Hazret-i Ali (r.a.) sevinçle yerinden kalkarak Resûlüllah (Sallallahu Aleyhi Vesellem) Efendimiz'in yanlarına gider ve önceki suâli yukardaki gibi cevaplandırır. Resûlüllah (Sallallahu Aleyhi Vesellem) Efendimiz, bu cevabın Hz. Fâtıma'dan olduğunu îmâ ederek tebessümle,


— Ey Ali, bu sözler senin değil; ancak Peygamber ağacının dalından toplanmış meyvelerdir, buyurur.

(Kaynak: İslam ve İnsanlık Tarihinde Ünlü Dörtler / M. Edip Gökbakan)

 

 

02) HELVA

Gavsü'l-âzâm Abdülkâdîr Geylânî hazretlerine hizmet edenlerden biri, Hazreti Gavs'ın cemâlli bir zamanında huzûr-ı seniyyelerine çıkarak:
— Efendim! Cenâb-ı Hakk zâtınıza kudretinin tasarrufunu bahsetmiştir. Onun için istediğiniz kimselere nazar-ı âlîniz ile bir çok rütbeler veriyorsunuz. Ben de size epey hizmet ettim, bana hâlâ birşey ihsan etmediniz niyaz ediyorum... demiş.

Hazreti Gavs:
— «Pekâlâ, bugün bir helva pişir de bakalım kudret neler ihsan eder,

senin de gönlün olsun!..» buyurmuşlar.

Adamcağız:
— «Başüstüne» diye sevinerek helvayı pişirmeye başlamış.
O esnada Hindistan'dan bir heyet geliyor, Hazreti Gavs'a arz-ı ubûdiyyet ettikten sonra:

— Efendimiz! Hükümdarımız öldü, bize bir hükümdar göstermenizi niyaza
geldik... diyorlar.

Hazreti Gavs, helva pişiren adamını çağırarak:
— «Nasıl... Hind padişahlığını kabul eder misin?» diyor.

Adamcağız pür neş'e:
«Aman efendim, ihsan buyurdunuz» diye can atarak sevinirken, Hazreti Gavs:
— «Yalnız seni şu şart ile oraya padişah yapıyorum, ne kazanırsan yarı yarıya olacak.»

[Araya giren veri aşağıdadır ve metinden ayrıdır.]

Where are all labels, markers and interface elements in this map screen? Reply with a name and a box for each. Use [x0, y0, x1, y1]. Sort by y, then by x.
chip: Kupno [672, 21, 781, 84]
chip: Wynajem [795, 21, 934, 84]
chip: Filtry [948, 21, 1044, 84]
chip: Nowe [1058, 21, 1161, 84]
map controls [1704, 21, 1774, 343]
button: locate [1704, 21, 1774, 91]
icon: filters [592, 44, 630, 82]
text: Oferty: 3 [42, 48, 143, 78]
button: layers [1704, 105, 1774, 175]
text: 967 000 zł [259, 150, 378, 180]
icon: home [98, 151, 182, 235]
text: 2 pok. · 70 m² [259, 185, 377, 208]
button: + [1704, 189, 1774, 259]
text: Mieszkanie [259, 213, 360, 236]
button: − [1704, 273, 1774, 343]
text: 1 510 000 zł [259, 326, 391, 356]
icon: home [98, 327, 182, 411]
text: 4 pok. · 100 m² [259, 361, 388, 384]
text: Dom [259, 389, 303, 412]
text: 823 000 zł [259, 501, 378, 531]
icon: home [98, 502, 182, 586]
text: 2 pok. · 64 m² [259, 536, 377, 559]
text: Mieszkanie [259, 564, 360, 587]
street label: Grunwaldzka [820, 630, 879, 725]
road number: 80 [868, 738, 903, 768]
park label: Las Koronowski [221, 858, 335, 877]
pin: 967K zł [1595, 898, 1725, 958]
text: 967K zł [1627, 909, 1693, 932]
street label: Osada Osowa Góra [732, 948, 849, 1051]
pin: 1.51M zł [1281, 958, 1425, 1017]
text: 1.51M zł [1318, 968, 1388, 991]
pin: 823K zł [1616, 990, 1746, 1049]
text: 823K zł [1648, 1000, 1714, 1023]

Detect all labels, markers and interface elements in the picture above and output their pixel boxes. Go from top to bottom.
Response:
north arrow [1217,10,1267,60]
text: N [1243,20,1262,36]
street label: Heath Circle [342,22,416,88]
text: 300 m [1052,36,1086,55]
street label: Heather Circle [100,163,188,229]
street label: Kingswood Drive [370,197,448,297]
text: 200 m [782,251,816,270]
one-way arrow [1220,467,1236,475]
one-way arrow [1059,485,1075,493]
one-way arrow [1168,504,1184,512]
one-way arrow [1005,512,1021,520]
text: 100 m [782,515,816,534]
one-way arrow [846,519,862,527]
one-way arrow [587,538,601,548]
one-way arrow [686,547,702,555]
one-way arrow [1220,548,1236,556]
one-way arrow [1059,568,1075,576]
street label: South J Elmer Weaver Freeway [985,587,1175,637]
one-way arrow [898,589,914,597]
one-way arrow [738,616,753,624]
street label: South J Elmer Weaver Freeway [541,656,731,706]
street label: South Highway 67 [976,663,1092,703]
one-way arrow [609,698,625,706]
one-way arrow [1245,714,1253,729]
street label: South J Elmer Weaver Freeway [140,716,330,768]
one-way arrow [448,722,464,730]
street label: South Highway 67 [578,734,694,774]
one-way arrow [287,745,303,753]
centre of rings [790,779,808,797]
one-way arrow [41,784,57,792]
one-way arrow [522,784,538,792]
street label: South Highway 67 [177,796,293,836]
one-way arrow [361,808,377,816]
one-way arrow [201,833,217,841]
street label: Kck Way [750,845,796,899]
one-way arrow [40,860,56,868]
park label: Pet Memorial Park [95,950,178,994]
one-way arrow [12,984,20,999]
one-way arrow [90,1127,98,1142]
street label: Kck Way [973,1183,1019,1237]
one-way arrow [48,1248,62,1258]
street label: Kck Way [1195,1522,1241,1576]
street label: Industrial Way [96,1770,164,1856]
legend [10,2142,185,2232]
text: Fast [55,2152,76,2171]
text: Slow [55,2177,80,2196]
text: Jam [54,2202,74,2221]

Pek tabiî olarak talib minnetle kabul etmiş. Nihayet Hindistan'da büyük bir saltanata, muazzam saraylara, mutantan debdebelere, hasnâ müstesna zevcelere, hüsn-i âna mâlik cariyelere, bir de erkek evlâda sâhib olmuş ve aradan on bir sene geçmiş, bir gün Gavsü'l-âzâm Abdülkâdîr Geylânî'nin Hindistan'a teşrifleri haberi çıkmış ve hükümdar Gavs-ı Sa-medânî'yi istikbâl ederek sarayında hizmetlerinde bulunmuş, bir kaç gün sonra da Cenâb-ı Pîr döneceklerini haber vermişler.

Padişah:
— «Efendim! biraz daha rağbet edip bizleri sevindirseniz» diye niyazda
bulunmuşsa da Hazreti Gavs'ın muhakkak teşrif edeceklerini anlayınca:
— «Efendim! Kusurlarımızı afv buyurun» dediği zaman,

Gavsü'l-âzâm Hazretleri:
— «Yalnız sizinle bir sözümüz vardı, sizi biz buraya padişah gönderirken ne kazanırsanız yarı yarıya olacak diye bize söz vermiştiniz, binaenaleyh buraya geldikten sonra ne kazanmış iseniz hesaplaşmak istiyorum.»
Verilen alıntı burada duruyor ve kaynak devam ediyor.